Using the entries below, write out the line with "background:var(--page); color:var(--text); height:100vh;", the line with "display:flex; gap:12px; margin-top:auto;", and every line in between, exactly as each is written.

── Data section ──

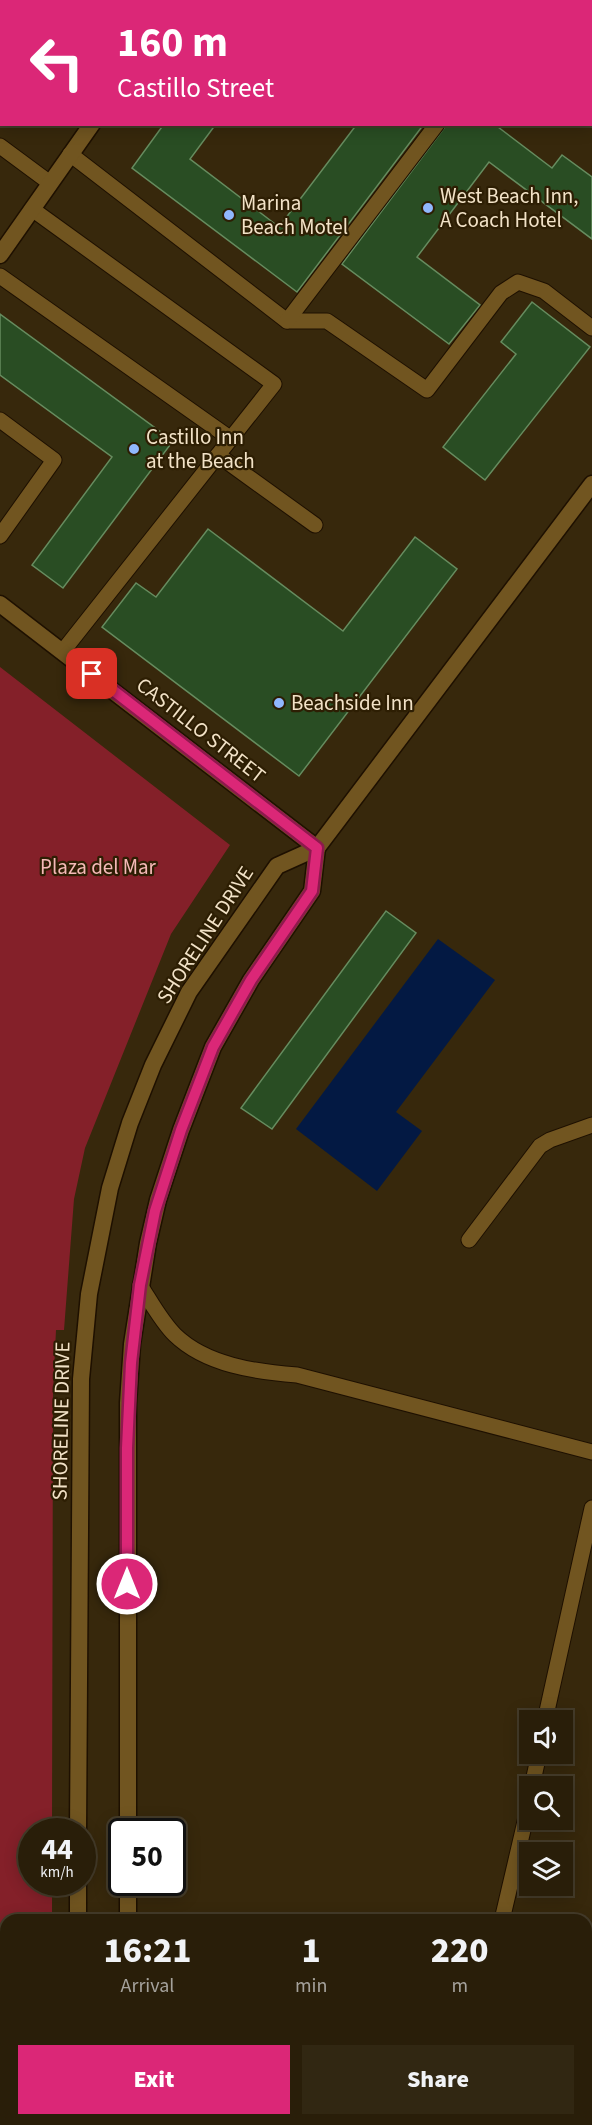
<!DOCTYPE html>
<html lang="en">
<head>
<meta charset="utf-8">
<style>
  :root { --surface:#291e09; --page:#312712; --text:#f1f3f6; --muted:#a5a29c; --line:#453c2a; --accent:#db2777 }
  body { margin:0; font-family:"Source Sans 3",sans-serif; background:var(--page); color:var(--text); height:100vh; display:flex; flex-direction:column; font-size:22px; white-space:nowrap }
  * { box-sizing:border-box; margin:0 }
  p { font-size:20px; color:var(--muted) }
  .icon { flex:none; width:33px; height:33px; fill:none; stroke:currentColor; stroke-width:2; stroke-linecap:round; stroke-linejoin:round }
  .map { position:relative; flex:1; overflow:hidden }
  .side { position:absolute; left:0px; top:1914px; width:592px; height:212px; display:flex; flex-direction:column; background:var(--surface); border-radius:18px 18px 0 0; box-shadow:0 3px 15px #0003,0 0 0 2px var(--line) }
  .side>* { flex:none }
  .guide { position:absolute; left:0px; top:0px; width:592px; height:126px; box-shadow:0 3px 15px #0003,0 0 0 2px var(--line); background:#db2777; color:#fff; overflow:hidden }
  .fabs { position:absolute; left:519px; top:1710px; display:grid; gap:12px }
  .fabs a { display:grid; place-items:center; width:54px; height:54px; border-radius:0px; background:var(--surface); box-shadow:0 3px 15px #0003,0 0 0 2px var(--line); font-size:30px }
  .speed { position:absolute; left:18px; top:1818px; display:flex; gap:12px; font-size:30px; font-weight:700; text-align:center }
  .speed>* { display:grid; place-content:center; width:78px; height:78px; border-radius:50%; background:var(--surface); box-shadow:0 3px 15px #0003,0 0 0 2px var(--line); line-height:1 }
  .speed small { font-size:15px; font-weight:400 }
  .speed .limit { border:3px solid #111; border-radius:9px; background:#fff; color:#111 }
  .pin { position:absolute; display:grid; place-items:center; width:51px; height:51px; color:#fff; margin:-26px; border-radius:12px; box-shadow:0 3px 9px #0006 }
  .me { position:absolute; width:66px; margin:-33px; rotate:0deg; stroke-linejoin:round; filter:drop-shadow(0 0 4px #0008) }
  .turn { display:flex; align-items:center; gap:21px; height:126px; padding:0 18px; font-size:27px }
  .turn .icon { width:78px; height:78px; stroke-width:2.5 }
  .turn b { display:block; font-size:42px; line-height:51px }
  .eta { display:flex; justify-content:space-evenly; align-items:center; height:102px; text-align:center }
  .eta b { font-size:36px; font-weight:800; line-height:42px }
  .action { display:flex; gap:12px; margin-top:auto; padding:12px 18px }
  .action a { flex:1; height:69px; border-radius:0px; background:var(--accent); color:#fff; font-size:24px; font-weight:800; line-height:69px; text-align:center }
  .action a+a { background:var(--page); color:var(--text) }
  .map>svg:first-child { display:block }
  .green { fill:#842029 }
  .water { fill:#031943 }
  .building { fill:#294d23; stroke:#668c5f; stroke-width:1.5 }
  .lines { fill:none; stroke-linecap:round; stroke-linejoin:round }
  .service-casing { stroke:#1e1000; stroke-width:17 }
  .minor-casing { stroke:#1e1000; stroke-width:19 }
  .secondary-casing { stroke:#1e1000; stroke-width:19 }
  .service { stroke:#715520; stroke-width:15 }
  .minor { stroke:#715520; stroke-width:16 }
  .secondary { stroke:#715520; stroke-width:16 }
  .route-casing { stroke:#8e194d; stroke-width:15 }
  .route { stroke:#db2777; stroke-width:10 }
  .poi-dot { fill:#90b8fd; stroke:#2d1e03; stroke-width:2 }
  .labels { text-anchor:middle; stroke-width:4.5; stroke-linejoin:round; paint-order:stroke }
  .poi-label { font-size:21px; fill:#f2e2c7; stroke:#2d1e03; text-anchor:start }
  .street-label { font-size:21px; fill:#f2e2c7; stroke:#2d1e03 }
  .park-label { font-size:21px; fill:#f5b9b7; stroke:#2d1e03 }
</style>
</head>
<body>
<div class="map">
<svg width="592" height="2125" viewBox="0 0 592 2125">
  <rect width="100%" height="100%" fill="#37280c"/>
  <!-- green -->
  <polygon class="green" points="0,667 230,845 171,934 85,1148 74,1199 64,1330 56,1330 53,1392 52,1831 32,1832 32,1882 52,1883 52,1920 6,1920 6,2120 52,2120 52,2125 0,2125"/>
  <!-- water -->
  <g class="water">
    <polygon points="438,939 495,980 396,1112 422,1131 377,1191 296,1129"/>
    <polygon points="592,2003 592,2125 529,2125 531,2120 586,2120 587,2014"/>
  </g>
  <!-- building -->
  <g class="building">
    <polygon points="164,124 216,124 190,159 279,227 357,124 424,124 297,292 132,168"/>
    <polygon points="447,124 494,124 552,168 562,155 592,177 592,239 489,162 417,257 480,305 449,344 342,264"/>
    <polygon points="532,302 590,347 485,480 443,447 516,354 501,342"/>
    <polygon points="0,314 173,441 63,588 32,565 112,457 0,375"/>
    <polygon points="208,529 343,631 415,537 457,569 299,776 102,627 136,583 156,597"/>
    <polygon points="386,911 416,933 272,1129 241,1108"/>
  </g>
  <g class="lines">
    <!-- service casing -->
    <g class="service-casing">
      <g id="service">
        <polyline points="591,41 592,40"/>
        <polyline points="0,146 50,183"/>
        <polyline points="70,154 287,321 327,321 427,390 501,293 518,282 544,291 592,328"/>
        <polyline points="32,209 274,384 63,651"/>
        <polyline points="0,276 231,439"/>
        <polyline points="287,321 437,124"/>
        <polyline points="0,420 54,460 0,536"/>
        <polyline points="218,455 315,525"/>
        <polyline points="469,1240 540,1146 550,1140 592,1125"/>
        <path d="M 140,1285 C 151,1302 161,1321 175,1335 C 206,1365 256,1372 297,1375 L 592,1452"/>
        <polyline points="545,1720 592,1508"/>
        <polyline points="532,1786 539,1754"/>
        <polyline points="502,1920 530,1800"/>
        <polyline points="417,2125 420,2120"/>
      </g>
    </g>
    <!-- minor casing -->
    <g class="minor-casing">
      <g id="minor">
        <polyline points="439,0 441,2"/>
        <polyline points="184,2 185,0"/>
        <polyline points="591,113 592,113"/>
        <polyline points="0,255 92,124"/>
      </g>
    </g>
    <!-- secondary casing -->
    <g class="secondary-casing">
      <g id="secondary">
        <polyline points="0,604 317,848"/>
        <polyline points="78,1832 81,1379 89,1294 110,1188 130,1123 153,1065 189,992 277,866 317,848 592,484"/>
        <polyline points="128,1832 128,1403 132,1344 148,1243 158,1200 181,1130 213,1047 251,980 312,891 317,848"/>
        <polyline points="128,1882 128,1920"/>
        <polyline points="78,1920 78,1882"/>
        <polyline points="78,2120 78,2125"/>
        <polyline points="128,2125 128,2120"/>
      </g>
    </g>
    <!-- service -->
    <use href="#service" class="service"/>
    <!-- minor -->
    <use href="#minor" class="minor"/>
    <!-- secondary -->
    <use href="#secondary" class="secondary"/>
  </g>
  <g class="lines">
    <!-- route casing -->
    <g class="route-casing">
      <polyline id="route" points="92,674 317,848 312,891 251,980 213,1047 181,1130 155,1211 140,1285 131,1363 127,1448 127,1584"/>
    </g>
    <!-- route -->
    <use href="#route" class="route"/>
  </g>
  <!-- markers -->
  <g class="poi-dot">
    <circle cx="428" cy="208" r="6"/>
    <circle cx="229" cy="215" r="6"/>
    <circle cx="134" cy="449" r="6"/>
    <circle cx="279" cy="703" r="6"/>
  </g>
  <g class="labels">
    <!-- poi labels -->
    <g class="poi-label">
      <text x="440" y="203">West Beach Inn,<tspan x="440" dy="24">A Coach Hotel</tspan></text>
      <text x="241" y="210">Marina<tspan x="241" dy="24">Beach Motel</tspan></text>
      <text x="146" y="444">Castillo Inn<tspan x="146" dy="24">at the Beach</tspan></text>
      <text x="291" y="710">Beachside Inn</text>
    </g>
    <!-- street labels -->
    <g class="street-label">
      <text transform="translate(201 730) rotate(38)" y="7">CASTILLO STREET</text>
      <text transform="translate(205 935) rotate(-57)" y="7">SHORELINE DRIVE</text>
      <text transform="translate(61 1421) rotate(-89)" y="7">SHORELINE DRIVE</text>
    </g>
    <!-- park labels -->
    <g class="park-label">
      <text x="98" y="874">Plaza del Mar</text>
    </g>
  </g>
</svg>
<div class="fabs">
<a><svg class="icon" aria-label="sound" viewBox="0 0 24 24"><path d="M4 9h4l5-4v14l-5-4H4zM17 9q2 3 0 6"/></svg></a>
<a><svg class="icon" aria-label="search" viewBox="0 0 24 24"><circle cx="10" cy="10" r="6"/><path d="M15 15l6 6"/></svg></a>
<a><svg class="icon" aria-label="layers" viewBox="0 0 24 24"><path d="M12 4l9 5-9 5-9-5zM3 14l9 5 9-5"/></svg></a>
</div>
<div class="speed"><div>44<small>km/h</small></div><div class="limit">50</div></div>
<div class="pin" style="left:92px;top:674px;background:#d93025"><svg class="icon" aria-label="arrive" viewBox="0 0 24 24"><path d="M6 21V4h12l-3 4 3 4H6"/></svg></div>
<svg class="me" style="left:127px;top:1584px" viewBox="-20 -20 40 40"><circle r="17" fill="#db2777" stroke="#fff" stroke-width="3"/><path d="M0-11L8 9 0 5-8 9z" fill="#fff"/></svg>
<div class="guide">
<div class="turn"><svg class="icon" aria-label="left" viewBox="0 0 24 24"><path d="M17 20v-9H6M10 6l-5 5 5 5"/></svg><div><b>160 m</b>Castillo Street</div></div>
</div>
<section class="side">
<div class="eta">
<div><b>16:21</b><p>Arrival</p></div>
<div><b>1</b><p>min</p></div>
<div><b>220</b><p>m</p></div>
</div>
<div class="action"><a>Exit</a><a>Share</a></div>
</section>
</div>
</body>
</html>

───

[Exercise answer]
  body { margin:0; font-family:"Source Sans 3",sans-serif; background:var(--page); color:var(--text); height:100vh; display:flex; flex-direction:column; font-size:22px; white-space:nowrap }
  * { box-sizing:border-box; margin:0 }
  p { font-size:20px; color:var(--muted) }
  .icon { flex:none; width:33px; height:33px; fill:none; stroke:currentColor; stroke-width:2; stroke-linecap:round; stroke-linejoin:round }
  .map { position:relative; flex:1; overflow:hidden }
  .side { position:absolute; left:0px; top:1914px; width:592px; height:212px; display:flex; flex-direction:column; background:var(--surface); border-radius:18px 18px 0 0; box-shadow:0 3px 15px #0003,0 0 0 2px var(--line) }
  .side>* { flex:none }
  .guide { position:absolute; left:0px; top:0px; width:592px; height:126px; box-shadow:0 3px 15px #0003,0 0 0 2px var(--line); background:#db2777; color:#fff; overflow:hidden }
  .fabs { position:absolute; left:519px; top:1710px; display:grid; gap:12px }
  .fabs a { display:grid; place-items:center; width:54px; height:54px; border-radius:0px; background:var(--surface); box-shadow:0 3px 15px #0003,0 0 0 2px var(--line); font-size:30px }
  .speed { position:absolute; left:18px; top:1818px; display:flex; gap:12px; font-size:30px; font-weight:700; text-align:center }
  .speed>* { display:grid; place-content:center; width:78px; height:78px; border-radius:50%; background:var(--surface); box-shadow:0 3px 15px #0003,0 0 0 2px var(--line); line-height:1 }
  .speed small { font-size:15px; font-weight:400 }
  .speed .limit { border:3px solid #111; border-radius:9px; background:#fff; color:#111 }
  .pin { position:absolute; display:grid; place-items:center; width:51px; height:51px; color:#fff; margin:-26px; border-radius:12px; box-shadow:0 3px 9px #0006 }
  .me { position:absolute; width:66px; margin:-33px; rotate:0deg; stroke-linejoin:round; filter:drop-shadow(0 0 4px #0008) }
  .turn { display:flex; align-items:center; gap:21px; height:126px; padding:0 18px; font-size:27px }
  .turn .icon { width:78px; height:78px; stroke-width:2.5 }
  .turn b { display:block; font-size:42px; line-height:51px }
  .eta { display:flex; justify-content:space-evenly; align-items:center; height:102px; text-align:center }
  .eta b { font-size:36px; font-weight:800; line-height:42px }
  .action { display:flex; gap:12px; margin-top:auto; padding:12px 18px }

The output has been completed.